- _EXERCISE DETAILS_
Of the entries below, return exactly those lines that fall between the one containing "M537,97L676,209L847,309" and the one containing "M879,918L895,890", the two end lines included.

===== THE INPUT =====

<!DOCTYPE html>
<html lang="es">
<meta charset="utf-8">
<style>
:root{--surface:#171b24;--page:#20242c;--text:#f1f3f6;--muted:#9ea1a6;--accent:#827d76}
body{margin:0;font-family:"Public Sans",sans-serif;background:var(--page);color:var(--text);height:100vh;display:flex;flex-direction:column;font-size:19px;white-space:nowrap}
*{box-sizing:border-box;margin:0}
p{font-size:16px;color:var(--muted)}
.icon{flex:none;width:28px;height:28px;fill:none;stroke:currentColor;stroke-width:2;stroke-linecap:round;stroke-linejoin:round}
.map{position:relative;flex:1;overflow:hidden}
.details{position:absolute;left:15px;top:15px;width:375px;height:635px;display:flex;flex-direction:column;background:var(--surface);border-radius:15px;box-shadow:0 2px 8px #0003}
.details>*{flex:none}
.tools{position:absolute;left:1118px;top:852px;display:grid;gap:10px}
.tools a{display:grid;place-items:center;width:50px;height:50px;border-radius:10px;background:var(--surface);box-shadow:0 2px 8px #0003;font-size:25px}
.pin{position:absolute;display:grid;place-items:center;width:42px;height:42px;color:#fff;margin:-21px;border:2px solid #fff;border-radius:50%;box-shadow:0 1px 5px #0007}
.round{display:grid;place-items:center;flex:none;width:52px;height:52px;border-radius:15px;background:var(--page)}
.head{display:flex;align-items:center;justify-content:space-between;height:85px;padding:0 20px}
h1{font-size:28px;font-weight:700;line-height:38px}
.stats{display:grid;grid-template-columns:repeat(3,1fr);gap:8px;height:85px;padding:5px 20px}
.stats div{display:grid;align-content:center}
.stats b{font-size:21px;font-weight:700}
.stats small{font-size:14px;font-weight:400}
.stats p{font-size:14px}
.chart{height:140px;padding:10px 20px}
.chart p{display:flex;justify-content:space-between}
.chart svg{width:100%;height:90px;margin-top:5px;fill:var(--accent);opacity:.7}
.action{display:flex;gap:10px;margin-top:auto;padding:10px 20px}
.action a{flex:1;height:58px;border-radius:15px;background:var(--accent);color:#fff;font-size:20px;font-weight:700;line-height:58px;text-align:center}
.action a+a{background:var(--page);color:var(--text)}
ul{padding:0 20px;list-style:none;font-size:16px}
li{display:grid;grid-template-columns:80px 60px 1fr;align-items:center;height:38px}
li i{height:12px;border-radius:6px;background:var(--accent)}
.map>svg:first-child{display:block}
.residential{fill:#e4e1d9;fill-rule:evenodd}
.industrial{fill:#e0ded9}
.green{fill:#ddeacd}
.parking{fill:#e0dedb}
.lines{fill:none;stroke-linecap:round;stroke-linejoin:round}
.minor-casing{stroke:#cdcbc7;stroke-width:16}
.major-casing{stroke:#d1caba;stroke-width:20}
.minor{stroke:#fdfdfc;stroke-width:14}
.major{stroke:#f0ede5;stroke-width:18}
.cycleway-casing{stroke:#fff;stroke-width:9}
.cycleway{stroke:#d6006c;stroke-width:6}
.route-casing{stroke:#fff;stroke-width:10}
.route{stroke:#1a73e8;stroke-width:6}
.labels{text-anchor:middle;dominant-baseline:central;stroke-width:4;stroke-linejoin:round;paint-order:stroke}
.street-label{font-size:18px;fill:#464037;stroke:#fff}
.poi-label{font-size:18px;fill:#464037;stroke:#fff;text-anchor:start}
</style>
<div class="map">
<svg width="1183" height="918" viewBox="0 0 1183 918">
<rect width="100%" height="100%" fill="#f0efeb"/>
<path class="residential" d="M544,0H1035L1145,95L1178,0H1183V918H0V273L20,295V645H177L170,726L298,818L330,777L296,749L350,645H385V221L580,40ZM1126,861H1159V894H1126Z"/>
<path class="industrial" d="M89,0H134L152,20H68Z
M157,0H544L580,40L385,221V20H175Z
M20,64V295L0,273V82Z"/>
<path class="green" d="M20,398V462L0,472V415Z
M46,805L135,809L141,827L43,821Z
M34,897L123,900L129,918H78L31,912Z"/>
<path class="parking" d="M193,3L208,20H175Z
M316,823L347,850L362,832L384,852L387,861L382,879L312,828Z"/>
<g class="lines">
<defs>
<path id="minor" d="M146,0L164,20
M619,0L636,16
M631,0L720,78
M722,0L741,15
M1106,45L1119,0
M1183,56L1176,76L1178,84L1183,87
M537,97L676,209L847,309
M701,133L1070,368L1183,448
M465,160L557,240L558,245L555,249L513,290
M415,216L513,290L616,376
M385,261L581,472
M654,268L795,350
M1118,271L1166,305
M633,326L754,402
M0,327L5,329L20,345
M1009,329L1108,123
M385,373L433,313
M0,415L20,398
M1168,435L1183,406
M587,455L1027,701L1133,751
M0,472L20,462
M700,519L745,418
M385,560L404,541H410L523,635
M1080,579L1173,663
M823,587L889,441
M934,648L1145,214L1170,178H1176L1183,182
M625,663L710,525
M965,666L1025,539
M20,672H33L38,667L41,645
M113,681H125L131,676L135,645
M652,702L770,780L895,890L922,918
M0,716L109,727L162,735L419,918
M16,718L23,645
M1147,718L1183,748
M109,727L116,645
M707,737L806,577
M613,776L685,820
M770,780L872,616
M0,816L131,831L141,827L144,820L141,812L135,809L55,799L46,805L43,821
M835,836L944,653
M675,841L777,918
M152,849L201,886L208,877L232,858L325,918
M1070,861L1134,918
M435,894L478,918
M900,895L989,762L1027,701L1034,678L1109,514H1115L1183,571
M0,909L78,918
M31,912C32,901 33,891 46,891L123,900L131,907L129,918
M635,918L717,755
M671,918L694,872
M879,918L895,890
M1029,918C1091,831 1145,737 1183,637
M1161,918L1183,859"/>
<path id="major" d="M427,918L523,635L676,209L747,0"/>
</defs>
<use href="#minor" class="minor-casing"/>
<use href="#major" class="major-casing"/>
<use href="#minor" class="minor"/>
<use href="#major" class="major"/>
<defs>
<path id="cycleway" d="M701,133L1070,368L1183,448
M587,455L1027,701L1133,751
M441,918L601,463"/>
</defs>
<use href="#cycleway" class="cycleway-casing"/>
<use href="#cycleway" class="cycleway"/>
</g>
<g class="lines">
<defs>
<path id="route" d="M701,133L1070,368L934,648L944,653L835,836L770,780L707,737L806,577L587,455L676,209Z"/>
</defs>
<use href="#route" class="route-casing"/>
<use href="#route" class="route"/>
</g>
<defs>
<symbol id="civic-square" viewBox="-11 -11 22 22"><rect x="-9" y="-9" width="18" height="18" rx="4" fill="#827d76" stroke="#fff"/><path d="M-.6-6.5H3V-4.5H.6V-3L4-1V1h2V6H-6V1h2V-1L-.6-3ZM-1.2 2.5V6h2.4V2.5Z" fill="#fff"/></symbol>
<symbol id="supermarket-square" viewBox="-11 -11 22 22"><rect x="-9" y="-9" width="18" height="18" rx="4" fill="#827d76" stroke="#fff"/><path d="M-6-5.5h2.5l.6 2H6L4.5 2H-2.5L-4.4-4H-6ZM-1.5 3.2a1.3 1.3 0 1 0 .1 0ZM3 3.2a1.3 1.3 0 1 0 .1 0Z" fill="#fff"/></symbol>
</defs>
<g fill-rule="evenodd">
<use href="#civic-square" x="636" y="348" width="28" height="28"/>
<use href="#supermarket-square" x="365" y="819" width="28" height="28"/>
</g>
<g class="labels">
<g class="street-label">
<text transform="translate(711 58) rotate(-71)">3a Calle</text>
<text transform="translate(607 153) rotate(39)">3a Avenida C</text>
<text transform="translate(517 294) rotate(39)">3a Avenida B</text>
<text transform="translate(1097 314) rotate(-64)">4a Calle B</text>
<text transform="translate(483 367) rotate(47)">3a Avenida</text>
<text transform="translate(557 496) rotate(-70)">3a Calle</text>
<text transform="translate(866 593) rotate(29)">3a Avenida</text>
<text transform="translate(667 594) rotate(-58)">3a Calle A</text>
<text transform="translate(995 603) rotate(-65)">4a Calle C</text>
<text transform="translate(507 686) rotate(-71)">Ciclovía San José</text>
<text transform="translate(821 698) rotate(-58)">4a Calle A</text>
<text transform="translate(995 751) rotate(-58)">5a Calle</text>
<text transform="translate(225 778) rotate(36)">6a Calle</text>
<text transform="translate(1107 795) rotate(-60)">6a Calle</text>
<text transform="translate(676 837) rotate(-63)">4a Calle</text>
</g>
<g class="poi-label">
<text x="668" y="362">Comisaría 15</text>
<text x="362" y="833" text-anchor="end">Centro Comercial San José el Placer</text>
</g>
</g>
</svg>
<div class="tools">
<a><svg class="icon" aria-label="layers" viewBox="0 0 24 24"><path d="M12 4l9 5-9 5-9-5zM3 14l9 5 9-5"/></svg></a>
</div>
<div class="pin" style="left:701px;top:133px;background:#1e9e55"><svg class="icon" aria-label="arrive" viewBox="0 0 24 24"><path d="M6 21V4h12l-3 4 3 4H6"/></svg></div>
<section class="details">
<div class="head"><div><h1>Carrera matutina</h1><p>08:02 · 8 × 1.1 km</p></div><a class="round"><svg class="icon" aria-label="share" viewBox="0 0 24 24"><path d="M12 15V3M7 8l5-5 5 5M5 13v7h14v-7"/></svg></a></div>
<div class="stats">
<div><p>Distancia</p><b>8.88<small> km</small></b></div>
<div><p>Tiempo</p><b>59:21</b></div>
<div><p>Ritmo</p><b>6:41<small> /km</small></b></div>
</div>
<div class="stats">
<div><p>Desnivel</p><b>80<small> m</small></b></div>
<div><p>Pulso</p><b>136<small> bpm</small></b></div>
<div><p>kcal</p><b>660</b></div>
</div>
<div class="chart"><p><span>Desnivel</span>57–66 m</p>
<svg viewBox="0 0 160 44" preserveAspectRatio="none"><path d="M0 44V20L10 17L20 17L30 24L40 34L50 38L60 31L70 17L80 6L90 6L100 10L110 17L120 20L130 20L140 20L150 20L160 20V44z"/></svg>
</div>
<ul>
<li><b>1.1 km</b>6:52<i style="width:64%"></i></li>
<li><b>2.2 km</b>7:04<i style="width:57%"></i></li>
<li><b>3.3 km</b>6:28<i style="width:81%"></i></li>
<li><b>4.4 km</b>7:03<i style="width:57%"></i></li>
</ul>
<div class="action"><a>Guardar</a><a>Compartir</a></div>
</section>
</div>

=====
===== THE INPUT =====

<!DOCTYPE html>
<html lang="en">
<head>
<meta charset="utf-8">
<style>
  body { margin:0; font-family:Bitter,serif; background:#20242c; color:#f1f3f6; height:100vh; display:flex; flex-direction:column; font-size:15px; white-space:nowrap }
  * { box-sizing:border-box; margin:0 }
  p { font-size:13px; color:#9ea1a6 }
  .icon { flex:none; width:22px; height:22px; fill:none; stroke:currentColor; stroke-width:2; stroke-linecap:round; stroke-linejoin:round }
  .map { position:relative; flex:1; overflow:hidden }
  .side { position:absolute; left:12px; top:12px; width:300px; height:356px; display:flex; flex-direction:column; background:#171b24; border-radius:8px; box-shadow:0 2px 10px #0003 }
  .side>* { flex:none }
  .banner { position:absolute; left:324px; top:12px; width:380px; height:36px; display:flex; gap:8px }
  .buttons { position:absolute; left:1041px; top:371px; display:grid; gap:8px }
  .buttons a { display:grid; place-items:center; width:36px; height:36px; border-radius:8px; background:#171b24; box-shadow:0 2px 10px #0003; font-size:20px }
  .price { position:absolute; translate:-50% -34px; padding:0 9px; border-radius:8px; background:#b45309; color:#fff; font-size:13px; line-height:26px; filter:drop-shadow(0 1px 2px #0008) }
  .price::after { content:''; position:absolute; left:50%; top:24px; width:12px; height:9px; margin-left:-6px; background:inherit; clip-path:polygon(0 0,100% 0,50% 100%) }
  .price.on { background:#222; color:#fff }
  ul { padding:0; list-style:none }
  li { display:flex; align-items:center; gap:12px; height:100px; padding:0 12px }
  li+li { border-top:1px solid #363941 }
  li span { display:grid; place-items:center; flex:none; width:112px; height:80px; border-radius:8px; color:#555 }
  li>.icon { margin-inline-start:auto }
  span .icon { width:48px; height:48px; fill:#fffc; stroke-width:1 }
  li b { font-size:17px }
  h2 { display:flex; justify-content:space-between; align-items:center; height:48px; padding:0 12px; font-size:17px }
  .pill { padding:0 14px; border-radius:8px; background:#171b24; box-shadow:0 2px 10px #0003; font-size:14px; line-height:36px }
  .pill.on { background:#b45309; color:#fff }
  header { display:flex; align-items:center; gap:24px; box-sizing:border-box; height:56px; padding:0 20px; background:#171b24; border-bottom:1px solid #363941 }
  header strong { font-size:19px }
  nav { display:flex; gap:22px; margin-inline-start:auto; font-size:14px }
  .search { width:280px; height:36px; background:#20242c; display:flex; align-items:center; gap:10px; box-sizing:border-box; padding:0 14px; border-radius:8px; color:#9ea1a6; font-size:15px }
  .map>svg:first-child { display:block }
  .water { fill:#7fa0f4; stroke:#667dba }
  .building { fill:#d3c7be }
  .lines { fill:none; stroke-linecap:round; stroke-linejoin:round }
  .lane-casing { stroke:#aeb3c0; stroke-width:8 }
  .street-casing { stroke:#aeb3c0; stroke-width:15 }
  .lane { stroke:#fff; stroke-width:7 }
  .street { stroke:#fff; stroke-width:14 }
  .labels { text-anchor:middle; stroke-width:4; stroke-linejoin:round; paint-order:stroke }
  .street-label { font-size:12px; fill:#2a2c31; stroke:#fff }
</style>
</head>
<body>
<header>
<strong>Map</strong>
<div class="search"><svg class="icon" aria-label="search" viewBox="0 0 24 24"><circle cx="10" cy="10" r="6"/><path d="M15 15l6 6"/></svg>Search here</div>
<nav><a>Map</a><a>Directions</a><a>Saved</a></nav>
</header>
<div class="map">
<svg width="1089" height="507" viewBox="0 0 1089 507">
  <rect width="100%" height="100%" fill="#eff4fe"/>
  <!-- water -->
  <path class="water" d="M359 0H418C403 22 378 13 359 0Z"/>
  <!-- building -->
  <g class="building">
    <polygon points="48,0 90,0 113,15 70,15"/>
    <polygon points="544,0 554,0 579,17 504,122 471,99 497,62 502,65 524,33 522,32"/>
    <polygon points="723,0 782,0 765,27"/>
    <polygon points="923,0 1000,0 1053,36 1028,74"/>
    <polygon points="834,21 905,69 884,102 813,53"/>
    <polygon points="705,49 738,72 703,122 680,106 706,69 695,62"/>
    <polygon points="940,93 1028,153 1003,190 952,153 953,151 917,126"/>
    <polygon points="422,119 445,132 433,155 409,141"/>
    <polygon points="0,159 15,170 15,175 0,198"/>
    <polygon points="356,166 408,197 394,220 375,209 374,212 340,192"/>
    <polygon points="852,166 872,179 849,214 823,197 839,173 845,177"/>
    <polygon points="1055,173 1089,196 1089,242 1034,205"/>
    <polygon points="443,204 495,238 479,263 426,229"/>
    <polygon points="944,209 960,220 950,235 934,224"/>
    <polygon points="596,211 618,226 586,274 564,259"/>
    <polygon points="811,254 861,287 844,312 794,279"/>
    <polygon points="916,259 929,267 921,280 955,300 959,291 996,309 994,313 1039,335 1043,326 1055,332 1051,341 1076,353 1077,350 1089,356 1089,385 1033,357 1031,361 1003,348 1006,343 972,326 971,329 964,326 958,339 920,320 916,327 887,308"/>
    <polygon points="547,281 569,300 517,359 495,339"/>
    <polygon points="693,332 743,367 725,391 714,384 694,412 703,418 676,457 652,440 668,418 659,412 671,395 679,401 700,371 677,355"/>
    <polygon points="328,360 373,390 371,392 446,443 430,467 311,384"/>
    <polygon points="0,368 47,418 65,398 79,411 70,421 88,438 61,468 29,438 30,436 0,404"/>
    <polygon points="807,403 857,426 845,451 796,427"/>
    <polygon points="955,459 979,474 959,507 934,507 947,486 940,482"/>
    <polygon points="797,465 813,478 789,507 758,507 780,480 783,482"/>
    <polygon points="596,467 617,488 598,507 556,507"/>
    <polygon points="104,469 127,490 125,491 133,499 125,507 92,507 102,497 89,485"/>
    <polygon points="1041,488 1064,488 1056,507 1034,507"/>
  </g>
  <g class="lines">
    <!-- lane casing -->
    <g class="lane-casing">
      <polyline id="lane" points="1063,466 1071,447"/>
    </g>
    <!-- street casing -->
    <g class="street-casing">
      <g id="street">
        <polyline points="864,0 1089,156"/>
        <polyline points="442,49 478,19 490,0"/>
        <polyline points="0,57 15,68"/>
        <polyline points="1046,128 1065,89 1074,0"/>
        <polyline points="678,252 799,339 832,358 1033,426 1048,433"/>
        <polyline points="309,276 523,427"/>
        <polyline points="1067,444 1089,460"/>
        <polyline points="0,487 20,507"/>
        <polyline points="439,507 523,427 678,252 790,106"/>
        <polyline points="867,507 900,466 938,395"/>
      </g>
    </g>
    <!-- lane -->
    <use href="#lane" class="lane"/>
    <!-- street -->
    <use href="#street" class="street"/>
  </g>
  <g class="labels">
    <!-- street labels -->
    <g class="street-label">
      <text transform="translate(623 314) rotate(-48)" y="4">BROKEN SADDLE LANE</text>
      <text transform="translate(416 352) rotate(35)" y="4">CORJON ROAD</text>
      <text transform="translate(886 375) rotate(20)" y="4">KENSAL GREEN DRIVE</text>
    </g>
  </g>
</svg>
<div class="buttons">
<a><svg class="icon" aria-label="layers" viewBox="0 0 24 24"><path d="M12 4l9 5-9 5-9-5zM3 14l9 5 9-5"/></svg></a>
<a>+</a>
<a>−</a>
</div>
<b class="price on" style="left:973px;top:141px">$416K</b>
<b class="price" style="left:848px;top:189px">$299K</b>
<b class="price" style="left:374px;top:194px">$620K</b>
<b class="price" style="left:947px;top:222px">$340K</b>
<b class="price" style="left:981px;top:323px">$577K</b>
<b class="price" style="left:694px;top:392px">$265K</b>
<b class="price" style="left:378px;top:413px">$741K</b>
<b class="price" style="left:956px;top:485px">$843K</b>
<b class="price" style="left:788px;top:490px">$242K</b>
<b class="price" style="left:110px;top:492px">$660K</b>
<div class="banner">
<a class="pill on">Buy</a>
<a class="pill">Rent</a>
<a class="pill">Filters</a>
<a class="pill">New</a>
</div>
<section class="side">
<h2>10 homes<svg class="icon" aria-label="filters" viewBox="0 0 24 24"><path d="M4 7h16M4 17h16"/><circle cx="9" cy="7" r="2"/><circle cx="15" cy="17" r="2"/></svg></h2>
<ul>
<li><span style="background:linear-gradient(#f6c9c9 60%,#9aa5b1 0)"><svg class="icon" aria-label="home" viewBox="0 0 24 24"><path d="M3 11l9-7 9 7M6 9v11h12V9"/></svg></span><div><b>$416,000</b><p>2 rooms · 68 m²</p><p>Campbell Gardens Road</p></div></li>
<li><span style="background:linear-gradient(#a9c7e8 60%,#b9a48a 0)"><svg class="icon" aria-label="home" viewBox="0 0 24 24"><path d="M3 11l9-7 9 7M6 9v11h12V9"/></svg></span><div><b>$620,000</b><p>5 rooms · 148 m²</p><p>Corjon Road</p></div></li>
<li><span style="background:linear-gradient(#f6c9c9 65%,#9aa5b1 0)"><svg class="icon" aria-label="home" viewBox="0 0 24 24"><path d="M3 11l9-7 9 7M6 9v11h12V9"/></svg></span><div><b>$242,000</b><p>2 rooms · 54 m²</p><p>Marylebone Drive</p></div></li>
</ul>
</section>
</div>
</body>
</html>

=====

- _ANSWER_
M537,97L676,209L847,309
M701,133L1070,368L1183,448
M465,160L557,240L558,245L555,249L513,290
M415,216L513,290L616,376
M385,261L581,472
M654,268L795,350
M1118,271L1166,305
M633,326L754,402
M0,327L5,329L20,345
M1009,329L1108,123
M385,373L433,313
M0,415L20,398
M1168,435L1183,406
M587,455L1027,701L1133,751
M0,472L20,462
M700,519L745,418
M385,560L404,541H410L523,635
M1080,579L1173,663
M823,587L889,441
M934,648L1145,214L1170,178H1176L1183,182
M625,663L710,525
M965,666L1025,539
M20,672H33L38,667L41,645
M113,681H125L131,676L135,645
M652,702L770,780L895,890L922,918
M0,716L109,727L162,735L419,918
M16,718L23,645
M1147,718L1183,748
M109,727L116,645
M707,737L806,577
M613,776L685,820
M770,780L872,616
M0,816L131,831L141,827L144,820L141,812L135,809L55,799L46,805L43,821
M835,836L944,653
M675,841L777,918
M152,849L201,886L208,877L232,858L325,918
M1070,861L1134,918
M435,894L478,918
M900,895L989,762L1027,701L1034,678L1109,514H1115L1183,571
M0,909L78,918
M31,912C32,901 33,891 46,891L123,900L131,907L129,918
M635,918L717,755
M671,918L694,872
M879,918L895,890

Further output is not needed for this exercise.